As he spoke, he began flickering like a faulty lightbulb. Once… twice… and then… poof!
He was gone.
I waited around in the dank night, hopping from one foot to the other to keep warm, but it didn’t seem like he would reappear. Well, I thought, that’ssomething I can tell my grandkids about, one fine day.
I was filled with equal parts relief and trepidation. As I turned to go… blink!… there he was again, clear as a video on YouTube and twice as real. Shivers went up my spine and, let’s face it, I experienced a sense of irritation and major disappointment that I hadn’t shaken loose from his companionship. It began to feel as if I might spend the rest of my life standing on that chunk of pavement. And not in a good way.
“The hour grows late,” he said, as if nothing had transpired, leaving me to ponder whether he even realized that his spectral image had, in fact, shorted out. “So much to do and so little time before sunrise.”
“So what brings you to England?” I wondered, making the best of a bad situation.
“I have purchased an abbey,” he exclaimed expansively, seeming to grow an inch or two in height. “Downton Abbey it is called, but I think of it as Rundown Abbey. Sadly neglected by the previous owners, it needs a lot of work. Still, I expect to make something of it. I am renaming it Vlad’s Hideaway. I have already had the name affixed across the front of the building. So far, the earthmovers have only demolished the east wing. I live in a suitcase— well, a coffin, if thee must know— so, by necessity, I call wherever I hang my coat home. However, buying a property gives me somewhere to exhibit my store of gold objets d’art. Gold ornaments are only worth having if one can flaunt them.”
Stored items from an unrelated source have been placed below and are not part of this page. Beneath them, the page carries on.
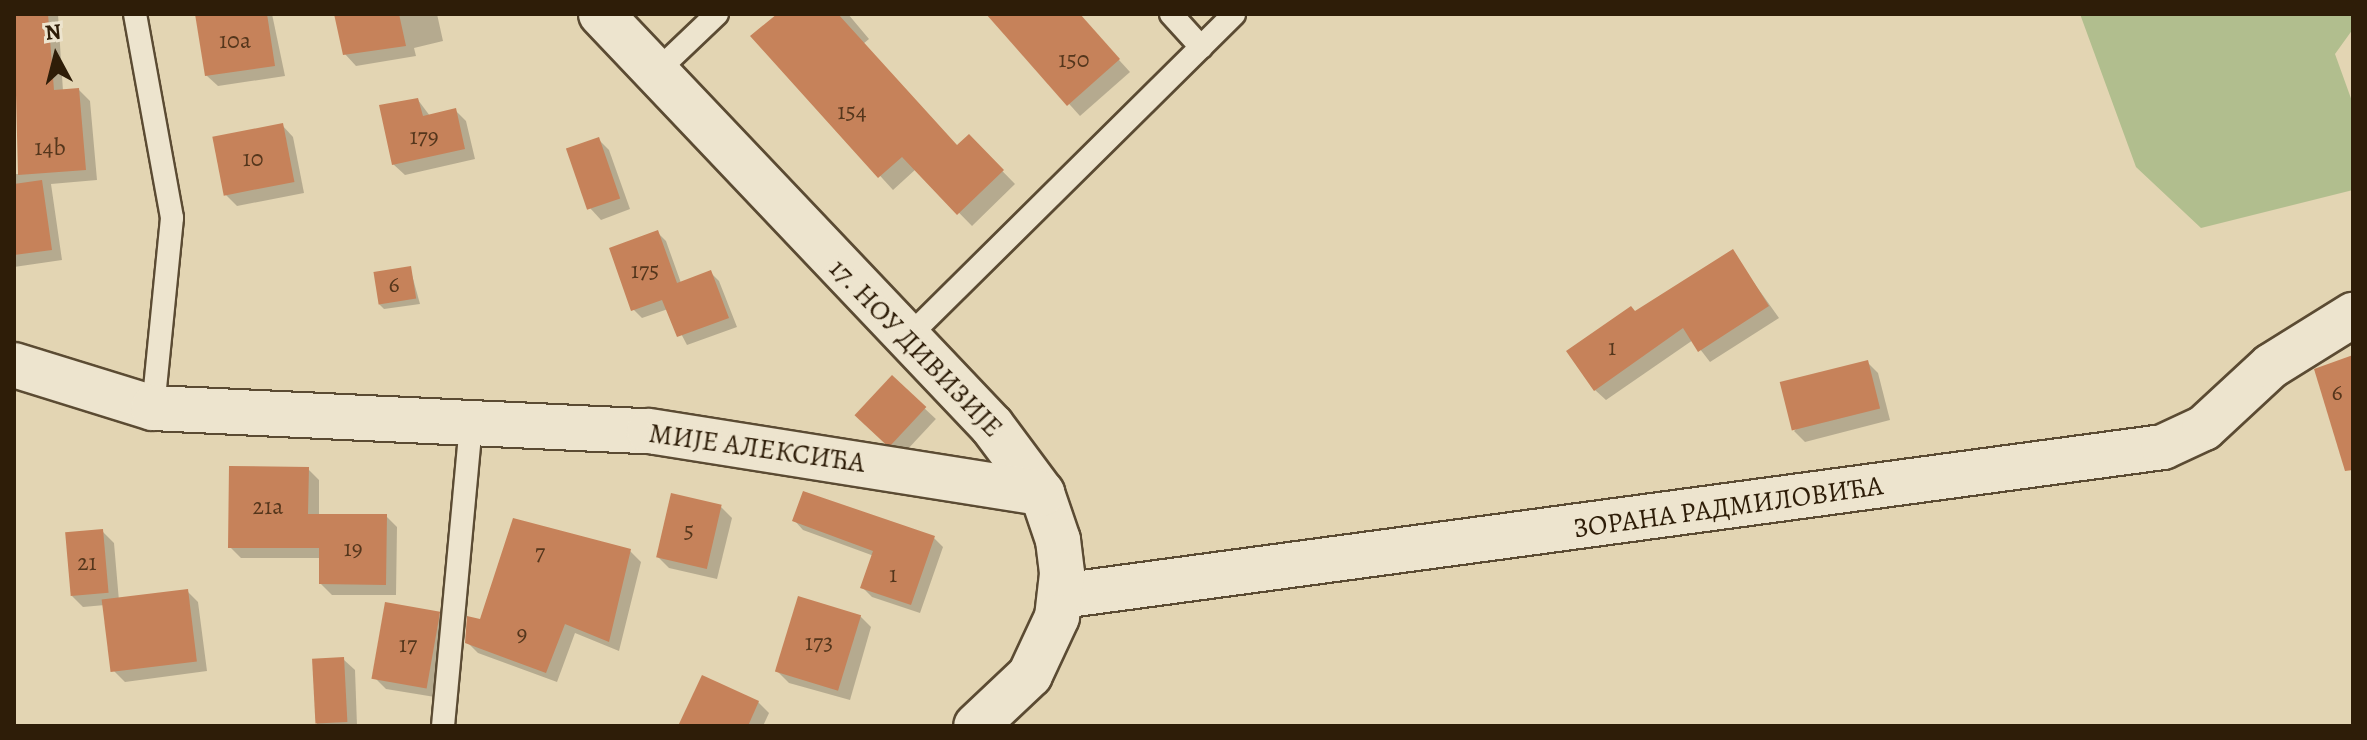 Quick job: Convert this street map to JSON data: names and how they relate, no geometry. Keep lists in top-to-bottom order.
{
  "streets": {
    "street": ["17. НОУ ДИВИЗИЈЕ", "МИЈЕ АЛЕКСИЋА", "ЗОРАНА РАДМИЛОВИЋА"]
  },
  "crossings": [
    ["17. НОУ ДИВИЗИЈЕ", "МИЈЕ АЛЕКСИЋА"],
    ["17. НОУ ДИВИЗИЈЕ", "ЗОРАНА РАДМИЛОВИЋА"]
  ],
  "house_numbers": [
    "10a",
    "150",
    "154",
    "179",
    "14b",
    "10",
    "175",
    "6",
    "1",
    "6",
    "21a",
    "5",
    "19",
    "7",
    "21",
    "1",
    "9",
    "173",
    "17"
  ],
  "north": "top"
} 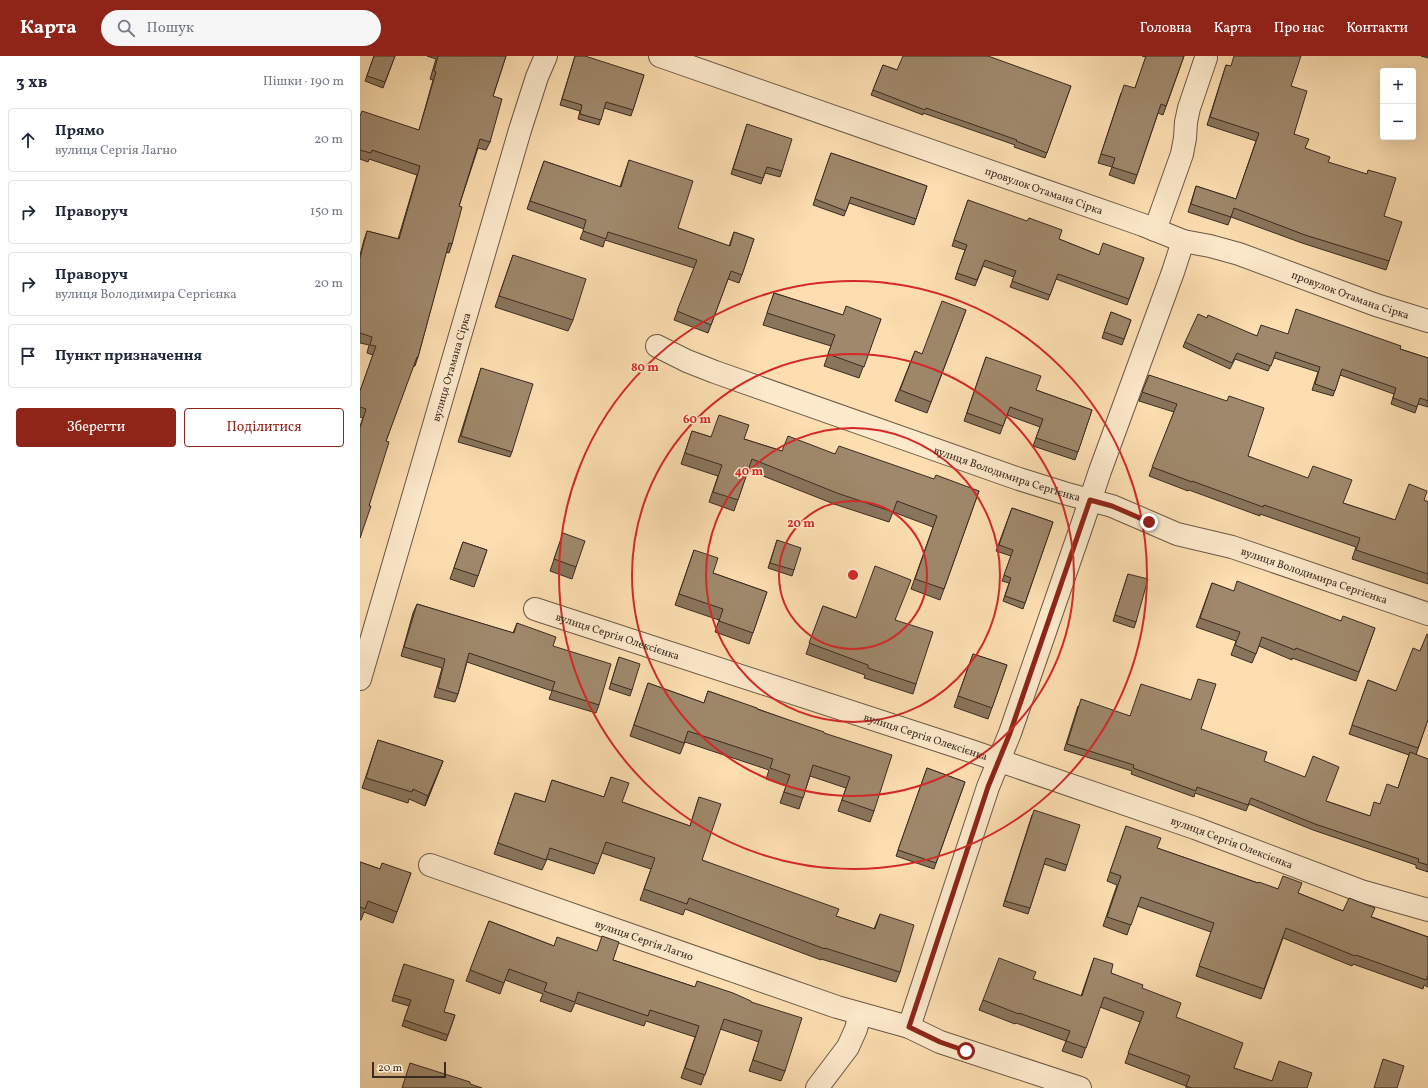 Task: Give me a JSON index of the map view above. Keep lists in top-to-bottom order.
{
  "streets": {
    "street": [
      "провулок Отамана Сірка",
      "вулиця Отамана Сірка",
      "вулиця Володимира Сергієнка",
      "вулиця Сергія Олексієнка",
      "вулиця Сергія Лагно"
    ]
  },
  "scale_bar": "20 m",
  "page": {
    "header": "Карта",
    "search": "Пошук",
    "nav": [
      "Головна",
      "Карта",
      "Про нас",
      "Контакти"
    ],
    "heading": ["3 хв", "Пішки · 190 m"],
    "map_buttons": ["+", "−"],
    "list": [
      ["Прямо", "вулиця Сергія Лагно", "20 m"],
      ["Праворуч", "150 m"],
      ["Праворуч", "вулиця Володимира Сергієнка", "20 m"],
      "Пункт призначення"
    ],
    "buttons": ["Зберегти", "Поділитися"],
    "scale": "20 m"
  },
  "rings": [
    "80 m",
    "60 m",
    "40 m",
    "20 m"
  ]
} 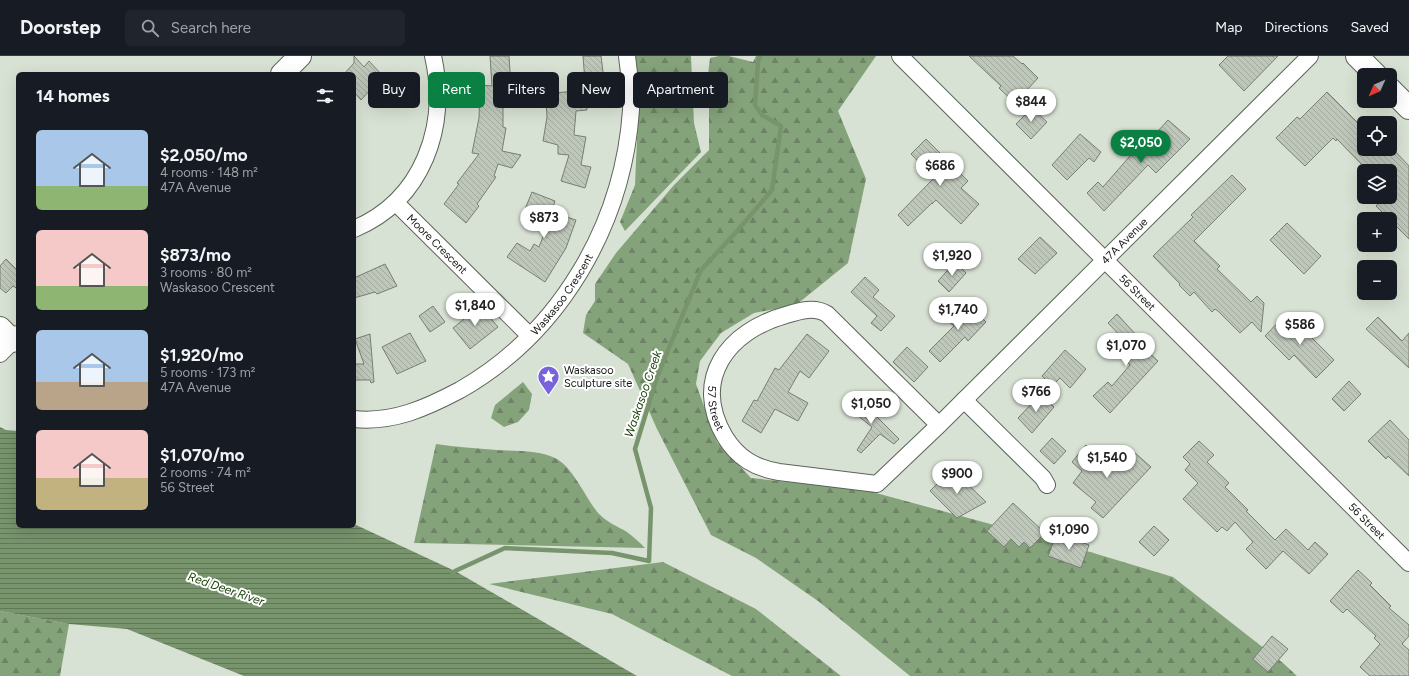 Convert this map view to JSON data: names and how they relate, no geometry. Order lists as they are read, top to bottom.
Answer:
{
  "streets": {
    "street": [
      "47A Avenue",
      "Moore Crescent",
      "56 Street",
      "Waskasoo Crescent",
      "57 Street"
    ]
  },
  "crossings": [
    ["47A Avenue", "56 Street"],
    ["47A Avenue", "57 Street"],
    ["Moore Crescent", "Waskasoo Crescent"]
  ],
  "water": ["Waskasoo Creek", "Red Deer River"],
  "places": {
    "place": ["Waskasoo Sculpture site"]
  },
  "north": "bottom left",
  "page": {
    "header": "Doorstep",
    "search": "Search here",
    "nav": ["Map", "Directions", "Saved"],
    "map_buttons": ["+", "−"],
    "chip": [
      "Buy",
      "Rent",
      "Filters",
      "New",
      "Apartment"
    ],
    "heading": "14 homes",
    "price": [
      "$844",
      "$2,050",
      "$686",
      "$873",
      "$1,920",
      "$1,840",
      "$1,740",
      "$586",
      "$1,070",
      "$766",
      "$1,050",
      "$1,540",
      "$900",
      "$1,090"
    ],
    "list": [
      {
        "name": "$2,050/mo",
        "note": "4 rooms · 148 m² · 47A Avenue"
      },
      {
        "name": "$873/mo",
        "note": "3 rooms · 80 m² · Waskasoo Crescent"
      },
      {
        "name": "$1,920/mo",
        "note": "5 rooms · 173 m² · 47A Avenue"
      },
      {
        "name": "$1,070/mo",
        "note": "2 rooms · 74 m² · 56 Street"
      }
    ]
  }
}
“I really wouldn’t know,” I insisted.
“More is the pity,” he lectured me. “One can never get enough gold. Thee knows the old saying, ‘Me, impotent? Hogwash! Just behold the golden trophies upon my mantelpiece.’ Klemens von Metternich said that. Or was it Napoleon?”
Listening to him rant, without a doubt, I found Vlad to be a man of deep conviction. “I suppose you are supernatural…” I guessed.
“Eh! Supernatural,” he grimaced, his mouth turned cruelly down. “That and four pounds ninety-five will get thee a salted caramel milkshake at Wimpy’s. I do not drink… wine.”
“I say, are you rich?” I blurted, surprising myself. “Where does your money come from?”
“I thought thee knew,” parried Vlad. “I have made a fortune in real estate. One never loses money in real estate, old boy.”
“Do tell,” I quipped, keenly aware from the cinema that I mustn’t let my guard down for even a minute, lest I find the vile creature at my throat.
“As the world goes kaputt, I would like to secure my position in the structure that remains,” he explained, sounding like a stockbroker.
“Apparently, 600 years have given you opportunities to acquire multiple talents,” I surmised.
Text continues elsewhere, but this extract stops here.